Even the best content will fall short if the experience around it is poor. Google places significant weight on how users interact with your site. Factors like load time, design clarity, and mobile responsiveness can influence both your rankings and your ability to keep visitors engaged. 

  • Improve page speed. 
  • Ensure mobile responsiveness. 
  • Use clear and consistent headings.
  • Follow accessibility best practices. 
  • Make navigation intuitive. 

5. Use AI to Scale, Not Replace

AI tools can help you ideate, draft, and refine content. But human input is non-negotiable. Google doesn’t penalize AI by default. It penalizes low-quality content. If you’re putting together something AI can create by itself, why are you producing it in the first place?
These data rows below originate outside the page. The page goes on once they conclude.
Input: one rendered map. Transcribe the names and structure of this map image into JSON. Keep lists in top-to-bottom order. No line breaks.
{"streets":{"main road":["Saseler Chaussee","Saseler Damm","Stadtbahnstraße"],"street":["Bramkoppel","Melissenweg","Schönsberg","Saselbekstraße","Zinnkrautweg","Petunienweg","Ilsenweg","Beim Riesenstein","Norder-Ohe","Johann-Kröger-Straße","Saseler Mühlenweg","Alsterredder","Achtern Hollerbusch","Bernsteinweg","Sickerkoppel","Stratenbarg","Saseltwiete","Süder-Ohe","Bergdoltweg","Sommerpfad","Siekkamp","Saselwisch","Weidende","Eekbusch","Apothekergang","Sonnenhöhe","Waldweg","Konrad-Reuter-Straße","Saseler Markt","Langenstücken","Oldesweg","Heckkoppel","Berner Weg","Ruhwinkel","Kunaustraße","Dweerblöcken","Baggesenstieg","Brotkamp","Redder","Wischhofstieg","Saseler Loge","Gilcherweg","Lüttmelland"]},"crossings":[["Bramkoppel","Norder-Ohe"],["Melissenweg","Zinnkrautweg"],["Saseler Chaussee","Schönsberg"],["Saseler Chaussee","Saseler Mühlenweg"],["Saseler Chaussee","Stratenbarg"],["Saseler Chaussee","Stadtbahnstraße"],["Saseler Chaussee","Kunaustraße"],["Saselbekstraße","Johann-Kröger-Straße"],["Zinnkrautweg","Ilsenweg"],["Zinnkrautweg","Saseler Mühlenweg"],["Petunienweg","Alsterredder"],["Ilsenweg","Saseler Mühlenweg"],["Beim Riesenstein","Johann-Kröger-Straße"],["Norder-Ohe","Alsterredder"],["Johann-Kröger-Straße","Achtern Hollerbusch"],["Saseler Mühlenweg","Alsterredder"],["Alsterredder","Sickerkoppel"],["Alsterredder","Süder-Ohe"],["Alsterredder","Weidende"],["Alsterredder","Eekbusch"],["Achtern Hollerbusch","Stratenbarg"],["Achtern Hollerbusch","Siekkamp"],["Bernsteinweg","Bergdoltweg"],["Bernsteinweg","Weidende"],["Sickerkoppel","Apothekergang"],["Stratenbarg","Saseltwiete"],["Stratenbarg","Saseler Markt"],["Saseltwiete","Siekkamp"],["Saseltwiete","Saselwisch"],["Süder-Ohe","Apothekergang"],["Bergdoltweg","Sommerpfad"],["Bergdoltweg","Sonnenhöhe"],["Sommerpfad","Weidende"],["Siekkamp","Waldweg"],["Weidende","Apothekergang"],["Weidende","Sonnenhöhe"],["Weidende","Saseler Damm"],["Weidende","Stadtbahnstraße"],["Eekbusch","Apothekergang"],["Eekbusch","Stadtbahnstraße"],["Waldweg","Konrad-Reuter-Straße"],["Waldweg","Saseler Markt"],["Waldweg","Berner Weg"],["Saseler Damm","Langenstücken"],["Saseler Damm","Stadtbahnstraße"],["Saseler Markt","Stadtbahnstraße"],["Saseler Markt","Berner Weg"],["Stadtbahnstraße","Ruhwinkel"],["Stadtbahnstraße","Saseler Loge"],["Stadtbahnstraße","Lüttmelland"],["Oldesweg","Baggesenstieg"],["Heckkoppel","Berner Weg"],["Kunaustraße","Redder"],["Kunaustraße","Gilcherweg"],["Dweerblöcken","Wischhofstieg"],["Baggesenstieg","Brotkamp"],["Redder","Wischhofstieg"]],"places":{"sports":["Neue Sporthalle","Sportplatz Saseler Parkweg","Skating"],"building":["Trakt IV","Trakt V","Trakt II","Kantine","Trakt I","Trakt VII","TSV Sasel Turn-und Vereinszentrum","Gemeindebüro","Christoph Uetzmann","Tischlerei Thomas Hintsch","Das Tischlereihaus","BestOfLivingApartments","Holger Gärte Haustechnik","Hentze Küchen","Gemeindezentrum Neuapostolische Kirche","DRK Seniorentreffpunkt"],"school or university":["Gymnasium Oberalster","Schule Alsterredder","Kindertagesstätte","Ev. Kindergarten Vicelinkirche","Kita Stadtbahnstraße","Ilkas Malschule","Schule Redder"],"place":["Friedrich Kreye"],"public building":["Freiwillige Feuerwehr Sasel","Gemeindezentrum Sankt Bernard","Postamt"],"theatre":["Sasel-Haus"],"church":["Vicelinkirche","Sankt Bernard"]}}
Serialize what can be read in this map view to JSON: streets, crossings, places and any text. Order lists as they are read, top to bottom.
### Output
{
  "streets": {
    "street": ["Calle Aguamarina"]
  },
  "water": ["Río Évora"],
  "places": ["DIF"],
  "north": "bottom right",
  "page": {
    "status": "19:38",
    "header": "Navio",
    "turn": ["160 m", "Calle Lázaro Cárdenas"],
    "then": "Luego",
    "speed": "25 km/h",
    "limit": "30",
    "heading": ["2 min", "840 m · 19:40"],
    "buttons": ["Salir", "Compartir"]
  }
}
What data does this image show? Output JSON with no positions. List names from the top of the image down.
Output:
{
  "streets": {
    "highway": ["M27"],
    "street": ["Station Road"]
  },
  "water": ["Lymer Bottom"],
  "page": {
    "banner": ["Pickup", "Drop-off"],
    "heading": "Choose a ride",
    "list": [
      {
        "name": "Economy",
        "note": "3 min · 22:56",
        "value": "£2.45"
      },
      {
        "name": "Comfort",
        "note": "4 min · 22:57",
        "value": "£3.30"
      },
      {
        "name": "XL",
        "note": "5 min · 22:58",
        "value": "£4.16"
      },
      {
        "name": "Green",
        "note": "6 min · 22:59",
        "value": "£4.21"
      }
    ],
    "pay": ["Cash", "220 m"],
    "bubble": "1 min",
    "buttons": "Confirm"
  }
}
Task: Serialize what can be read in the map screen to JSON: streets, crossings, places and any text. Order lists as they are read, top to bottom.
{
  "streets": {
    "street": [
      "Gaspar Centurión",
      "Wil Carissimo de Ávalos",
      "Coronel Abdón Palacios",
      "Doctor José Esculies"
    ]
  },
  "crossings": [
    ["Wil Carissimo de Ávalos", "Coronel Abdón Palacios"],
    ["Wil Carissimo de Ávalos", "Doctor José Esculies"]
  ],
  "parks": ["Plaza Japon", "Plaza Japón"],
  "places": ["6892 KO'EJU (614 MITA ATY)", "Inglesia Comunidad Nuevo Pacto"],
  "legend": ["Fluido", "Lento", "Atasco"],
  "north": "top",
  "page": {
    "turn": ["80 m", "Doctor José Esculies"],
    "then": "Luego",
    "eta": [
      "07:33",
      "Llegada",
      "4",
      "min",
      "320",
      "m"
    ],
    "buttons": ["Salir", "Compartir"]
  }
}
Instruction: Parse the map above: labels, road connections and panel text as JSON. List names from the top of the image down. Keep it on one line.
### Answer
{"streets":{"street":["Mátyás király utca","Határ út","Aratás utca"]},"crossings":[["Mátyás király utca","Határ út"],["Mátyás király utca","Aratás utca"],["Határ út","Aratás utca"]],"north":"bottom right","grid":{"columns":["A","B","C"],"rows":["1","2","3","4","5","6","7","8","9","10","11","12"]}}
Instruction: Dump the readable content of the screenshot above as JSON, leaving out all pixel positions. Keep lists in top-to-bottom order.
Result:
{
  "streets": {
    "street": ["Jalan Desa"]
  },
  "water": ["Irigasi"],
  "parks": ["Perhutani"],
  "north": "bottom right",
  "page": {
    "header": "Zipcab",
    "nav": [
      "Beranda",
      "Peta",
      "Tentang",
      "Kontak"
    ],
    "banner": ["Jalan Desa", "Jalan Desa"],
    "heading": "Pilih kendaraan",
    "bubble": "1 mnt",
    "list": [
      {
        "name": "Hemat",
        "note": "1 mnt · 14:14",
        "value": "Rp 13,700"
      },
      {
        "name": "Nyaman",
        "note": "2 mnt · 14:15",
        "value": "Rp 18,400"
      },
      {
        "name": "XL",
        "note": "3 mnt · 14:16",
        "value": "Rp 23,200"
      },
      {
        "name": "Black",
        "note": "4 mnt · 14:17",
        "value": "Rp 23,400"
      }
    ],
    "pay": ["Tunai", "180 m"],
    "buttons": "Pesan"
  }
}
What Else Is Changing in Search

I discussed the evolution of search recently in “SEO vs GEO vs AEO vs LLMO: Shifting Strategies, Not Names” so I’m not going to harp on it too much here.

SGE and AI Overviews Are Shaping the Experience

Search Generative Experience and similar AI features are changing how results appear. In many cases, users now get answers without clicking through to a website.

To stay visible, write clearly and structure content so it can be featured. That means direct answers, clean formatting, and schema where appropriate.

Organic KPIs Need to Adapt

Outdated metrics like keyword rankings and raw traffic don’t tell the whole story anymore. Shift your measurement approach to reflect modern search behavior and make sure you align with business goals.

Visual and Voice Search Are Growing

Search is no longer limited to text. People search with voice, images, and even video.

Optimize images with descriptive alt text. Use filenames that make sense. Keep language conversational to align with voice queries. 

The Bottom Line

Keywords still matter. But they only work when they serve a larger goal: connecting with your audience in a way that’s helpful, clear, and credible.

The best SEO strategies are rooted in understanding people, not trying to game the algorithms. That means using keywords as a starting point, not a finish line.